▶ WHAT YOU HAVE TO DO: The expected output is a verbatim reprint of the lines from the beginning of the data that follows through the line that contains "-10px;border-radius:9px;box-shadow:0 0 5px".

Start of GIVEN RECORDS

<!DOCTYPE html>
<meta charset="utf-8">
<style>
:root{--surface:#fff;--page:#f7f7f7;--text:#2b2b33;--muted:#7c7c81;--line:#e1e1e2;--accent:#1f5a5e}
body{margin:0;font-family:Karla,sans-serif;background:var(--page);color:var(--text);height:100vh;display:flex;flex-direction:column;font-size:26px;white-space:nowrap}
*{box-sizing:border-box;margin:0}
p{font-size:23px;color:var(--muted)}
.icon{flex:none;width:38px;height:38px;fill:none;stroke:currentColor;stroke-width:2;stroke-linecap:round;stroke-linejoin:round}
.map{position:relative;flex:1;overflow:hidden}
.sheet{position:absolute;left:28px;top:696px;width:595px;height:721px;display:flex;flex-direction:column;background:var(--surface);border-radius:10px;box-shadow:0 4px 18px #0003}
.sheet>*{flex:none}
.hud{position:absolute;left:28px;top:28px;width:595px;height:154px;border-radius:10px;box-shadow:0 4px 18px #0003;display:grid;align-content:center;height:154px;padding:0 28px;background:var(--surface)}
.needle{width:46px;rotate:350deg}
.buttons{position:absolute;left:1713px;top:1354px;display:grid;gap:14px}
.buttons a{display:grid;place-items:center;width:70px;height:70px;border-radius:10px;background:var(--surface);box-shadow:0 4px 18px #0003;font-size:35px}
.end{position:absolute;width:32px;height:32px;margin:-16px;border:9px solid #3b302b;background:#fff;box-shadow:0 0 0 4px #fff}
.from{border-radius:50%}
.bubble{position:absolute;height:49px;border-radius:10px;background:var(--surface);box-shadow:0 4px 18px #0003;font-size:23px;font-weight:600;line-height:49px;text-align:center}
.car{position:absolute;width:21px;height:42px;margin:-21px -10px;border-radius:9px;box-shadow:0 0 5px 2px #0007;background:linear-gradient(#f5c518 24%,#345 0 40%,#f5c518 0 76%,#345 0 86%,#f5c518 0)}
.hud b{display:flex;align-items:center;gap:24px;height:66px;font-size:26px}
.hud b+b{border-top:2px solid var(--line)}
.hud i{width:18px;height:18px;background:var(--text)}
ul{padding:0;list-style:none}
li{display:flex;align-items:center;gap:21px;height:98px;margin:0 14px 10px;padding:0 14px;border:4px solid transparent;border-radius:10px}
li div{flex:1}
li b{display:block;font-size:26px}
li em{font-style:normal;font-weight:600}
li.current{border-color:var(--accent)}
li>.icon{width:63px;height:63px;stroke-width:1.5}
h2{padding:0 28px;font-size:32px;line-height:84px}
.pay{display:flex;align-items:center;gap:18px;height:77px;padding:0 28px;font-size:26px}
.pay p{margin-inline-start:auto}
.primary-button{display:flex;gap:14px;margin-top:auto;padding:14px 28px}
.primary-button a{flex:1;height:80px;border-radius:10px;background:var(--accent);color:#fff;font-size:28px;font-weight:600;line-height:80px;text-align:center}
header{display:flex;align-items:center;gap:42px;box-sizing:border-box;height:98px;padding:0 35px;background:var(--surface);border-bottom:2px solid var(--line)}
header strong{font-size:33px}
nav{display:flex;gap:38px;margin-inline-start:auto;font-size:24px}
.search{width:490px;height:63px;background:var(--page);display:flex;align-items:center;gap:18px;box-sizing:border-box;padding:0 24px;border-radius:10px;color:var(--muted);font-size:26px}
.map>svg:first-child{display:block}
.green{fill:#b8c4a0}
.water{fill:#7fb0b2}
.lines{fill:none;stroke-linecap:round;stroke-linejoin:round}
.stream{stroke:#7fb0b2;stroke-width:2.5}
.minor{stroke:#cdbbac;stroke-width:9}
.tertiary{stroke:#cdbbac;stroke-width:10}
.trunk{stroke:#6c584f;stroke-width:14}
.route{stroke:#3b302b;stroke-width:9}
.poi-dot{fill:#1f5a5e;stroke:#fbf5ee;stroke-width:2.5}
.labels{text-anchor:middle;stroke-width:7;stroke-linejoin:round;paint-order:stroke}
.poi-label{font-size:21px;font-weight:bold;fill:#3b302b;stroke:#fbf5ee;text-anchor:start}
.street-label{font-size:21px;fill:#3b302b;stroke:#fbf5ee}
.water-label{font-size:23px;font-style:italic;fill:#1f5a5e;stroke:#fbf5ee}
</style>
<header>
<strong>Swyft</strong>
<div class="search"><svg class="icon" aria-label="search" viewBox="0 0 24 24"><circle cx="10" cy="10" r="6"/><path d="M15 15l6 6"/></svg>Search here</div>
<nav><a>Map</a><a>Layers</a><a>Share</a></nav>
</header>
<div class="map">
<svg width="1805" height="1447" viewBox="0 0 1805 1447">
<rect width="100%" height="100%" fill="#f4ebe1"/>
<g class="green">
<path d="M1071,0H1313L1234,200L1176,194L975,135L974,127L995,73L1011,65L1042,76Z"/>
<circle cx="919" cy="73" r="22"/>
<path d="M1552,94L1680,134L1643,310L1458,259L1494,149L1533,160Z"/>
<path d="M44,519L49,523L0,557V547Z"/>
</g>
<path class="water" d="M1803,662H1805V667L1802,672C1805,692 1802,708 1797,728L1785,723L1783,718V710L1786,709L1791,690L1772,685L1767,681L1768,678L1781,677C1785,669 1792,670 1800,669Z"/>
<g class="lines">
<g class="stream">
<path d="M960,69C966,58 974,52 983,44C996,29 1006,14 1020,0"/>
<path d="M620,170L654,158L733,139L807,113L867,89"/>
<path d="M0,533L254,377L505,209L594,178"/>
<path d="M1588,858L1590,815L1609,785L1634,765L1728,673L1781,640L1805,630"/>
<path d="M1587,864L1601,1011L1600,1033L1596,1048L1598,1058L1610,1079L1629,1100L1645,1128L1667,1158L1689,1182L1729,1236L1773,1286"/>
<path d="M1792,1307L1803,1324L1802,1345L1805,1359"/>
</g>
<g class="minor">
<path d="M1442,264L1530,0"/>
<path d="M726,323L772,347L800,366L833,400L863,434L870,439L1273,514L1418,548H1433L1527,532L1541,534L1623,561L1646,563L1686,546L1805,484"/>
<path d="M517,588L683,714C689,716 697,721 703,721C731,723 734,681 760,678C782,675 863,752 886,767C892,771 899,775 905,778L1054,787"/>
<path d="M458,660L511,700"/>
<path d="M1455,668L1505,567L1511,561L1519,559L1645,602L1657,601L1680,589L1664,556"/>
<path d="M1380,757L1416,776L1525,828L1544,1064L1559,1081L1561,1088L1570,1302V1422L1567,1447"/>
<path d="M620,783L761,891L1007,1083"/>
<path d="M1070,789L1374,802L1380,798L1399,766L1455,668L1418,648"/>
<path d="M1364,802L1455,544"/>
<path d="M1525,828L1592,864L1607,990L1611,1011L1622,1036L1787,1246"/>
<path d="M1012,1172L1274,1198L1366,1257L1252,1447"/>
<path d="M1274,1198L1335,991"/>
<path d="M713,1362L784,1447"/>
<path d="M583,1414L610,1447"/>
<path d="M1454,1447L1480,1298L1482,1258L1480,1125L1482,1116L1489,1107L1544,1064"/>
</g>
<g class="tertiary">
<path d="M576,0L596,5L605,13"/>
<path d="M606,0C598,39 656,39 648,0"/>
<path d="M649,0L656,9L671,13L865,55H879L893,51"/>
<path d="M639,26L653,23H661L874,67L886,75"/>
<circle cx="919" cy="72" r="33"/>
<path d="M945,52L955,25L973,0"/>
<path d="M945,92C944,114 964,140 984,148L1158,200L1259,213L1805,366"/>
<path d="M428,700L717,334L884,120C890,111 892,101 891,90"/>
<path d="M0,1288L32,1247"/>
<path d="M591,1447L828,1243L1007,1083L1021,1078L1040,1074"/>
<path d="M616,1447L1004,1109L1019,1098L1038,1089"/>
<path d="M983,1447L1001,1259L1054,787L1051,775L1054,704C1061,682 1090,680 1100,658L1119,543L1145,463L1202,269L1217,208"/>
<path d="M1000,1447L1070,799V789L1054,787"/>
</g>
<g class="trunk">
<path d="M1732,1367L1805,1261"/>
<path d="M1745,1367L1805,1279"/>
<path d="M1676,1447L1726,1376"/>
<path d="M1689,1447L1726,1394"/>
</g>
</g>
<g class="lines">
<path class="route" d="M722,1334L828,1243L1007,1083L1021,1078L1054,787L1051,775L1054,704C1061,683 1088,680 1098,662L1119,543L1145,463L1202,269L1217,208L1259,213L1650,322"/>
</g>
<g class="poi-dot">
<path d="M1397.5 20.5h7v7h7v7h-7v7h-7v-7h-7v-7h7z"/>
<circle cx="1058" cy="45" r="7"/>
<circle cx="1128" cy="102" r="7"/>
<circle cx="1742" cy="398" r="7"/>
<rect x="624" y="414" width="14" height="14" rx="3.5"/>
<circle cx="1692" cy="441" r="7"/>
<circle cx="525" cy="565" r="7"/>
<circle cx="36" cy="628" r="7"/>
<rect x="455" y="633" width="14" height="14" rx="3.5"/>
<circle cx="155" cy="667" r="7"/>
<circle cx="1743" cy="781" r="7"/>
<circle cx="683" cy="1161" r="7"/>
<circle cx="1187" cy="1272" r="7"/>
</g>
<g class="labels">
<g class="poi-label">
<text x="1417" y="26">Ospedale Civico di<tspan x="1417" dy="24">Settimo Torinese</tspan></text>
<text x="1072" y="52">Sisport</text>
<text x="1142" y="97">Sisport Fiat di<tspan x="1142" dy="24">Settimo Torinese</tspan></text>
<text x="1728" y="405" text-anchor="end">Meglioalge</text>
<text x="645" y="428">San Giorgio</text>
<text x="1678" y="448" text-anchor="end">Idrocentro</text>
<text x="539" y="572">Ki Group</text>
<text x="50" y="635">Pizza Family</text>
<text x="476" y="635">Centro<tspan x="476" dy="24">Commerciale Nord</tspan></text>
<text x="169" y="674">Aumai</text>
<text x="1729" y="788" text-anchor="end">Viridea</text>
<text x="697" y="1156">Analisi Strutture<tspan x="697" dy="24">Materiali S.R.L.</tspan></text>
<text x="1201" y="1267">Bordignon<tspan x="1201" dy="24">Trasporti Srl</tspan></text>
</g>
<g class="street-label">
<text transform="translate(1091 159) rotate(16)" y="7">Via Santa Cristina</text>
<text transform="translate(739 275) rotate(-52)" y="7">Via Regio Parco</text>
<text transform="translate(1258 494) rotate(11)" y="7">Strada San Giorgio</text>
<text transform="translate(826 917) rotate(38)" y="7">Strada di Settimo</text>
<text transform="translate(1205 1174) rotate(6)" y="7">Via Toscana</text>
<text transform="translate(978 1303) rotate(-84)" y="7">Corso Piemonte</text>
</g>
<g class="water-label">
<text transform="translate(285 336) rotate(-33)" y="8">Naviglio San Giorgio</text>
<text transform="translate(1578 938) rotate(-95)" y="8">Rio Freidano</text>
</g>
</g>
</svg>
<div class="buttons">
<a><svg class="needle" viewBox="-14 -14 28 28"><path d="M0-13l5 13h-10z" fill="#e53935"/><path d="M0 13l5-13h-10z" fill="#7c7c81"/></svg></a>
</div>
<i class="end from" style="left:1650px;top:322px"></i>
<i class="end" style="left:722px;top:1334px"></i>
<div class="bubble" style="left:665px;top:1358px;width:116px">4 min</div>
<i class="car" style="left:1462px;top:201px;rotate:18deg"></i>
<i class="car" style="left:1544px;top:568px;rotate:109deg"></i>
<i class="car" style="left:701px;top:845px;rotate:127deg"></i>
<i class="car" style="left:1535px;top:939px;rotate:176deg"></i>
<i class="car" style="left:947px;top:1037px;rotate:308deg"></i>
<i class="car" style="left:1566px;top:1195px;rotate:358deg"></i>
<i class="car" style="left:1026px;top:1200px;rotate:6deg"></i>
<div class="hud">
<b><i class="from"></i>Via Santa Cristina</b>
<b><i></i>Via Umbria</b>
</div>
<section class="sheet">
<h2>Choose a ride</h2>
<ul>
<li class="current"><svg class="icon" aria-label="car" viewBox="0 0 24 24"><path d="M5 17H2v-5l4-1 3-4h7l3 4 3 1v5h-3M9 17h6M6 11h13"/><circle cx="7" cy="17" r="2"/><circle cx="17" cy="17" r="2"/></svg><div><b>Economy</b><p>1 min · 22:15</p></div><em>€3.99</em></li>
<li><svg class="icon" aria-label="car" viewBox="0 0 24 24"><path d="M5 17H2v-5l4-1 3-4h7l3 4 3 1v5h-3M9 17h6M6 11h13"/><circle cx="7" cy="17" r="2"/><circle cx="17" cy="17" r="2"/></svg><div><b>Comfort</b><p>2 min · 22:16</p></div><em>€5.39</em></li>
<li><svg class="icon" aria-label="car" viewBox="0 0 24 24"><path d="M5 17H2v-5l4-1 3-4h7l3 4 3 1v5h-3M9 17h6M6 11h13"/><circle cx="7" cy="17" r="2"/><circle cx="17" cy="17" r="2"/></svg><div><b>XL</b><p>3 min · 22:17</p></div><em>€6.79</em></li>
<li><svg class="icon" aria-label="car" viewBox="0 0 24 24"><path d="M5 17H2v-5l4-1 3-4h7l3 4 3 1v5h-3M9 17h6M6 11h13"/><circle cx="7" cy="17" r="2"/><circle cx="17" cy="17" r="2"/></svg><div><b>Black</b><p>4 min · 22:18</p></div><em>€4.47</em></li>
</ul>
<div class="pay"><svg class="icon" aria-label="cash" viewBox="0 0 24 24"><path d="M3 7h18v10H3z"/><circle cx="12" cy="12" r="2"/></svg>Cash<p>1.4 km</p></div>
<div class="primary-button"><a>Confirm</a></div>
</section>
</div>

End of GIVEN RECORDS

▶ RESPONSE:
<!DOCTYPE html>
<meta charset="utf-8">
<style>
:root{--surface:#fff;--page:#f7f7f7;--text:#2b2b33;--muted:#7c7c81;--line:#e1e1e2;--accent:#1f5a5e}
body{margin:0;font-family:Karla,sans-serif;background:var(--page);color:var(--text);height:100vh;display:flex;flex-direction:column;font-size:26px;white-space:nowrap}
*{box-sizing:border-box;margin:0}
p{font-size:23px;color:var(--muted)}
.icon{flex:none;width:38px;height:38px;fill:none;stroke:currentColor;stroke-width:2;stroke-linecap:round;stroke-linejoin:round}
.map{position:relative;flex:1;overflow:hidden}
.sheet{position:absolute;left:28px;top:696px;width:595px;height:721px;display:flex;flex-direction:column;background:var(--surface);border-radius:10px;box-shadow:0 4px 18px #0003}
.sheet>*{flex:none}
.hud{position:absolute;left:28px;top:28px;width:595px;height:154px;border-radius:10px;box-shadow:0 4px 18px #0003;display:grid;align-content:center;height:154px;padding:0 28px;background:var(--surface)}
.needle{width:46px;rotate:350deg}
.buttons{position:absolute;left:1713px;top:1354px;display:grid;gap:14px}
.buttons a{display:grid;place-items:center;width:70px;height:70px;border-radius:10px;background:var(--surface);box-shadow:0 4px 18px #0003;font-size:35px}
.end{position:absolute;width:32px;height:32px;margin:-16px;border:9px solid #3b302b;background:#fff;box-shadow:0 0 0 4px #fff}
.from{border-radius:50%}
.bubble{position:absolute;height:49px;border-radius:10px;background:var(--surface);box-shadow:0 4px 18px #0003;font-size:23px;font-weight:600;line-height:49px;text-align:center}
.car{position:absolute;width:21px;height:42px;margin:-21px -10px;border-radius:9px;box-shadow:0 0 5px 2px #0007;background:linear-gradient(#f5c518 24%,#345 0 40%,#f5c518 0 76%,#345 0 86%,#f5c518 0)}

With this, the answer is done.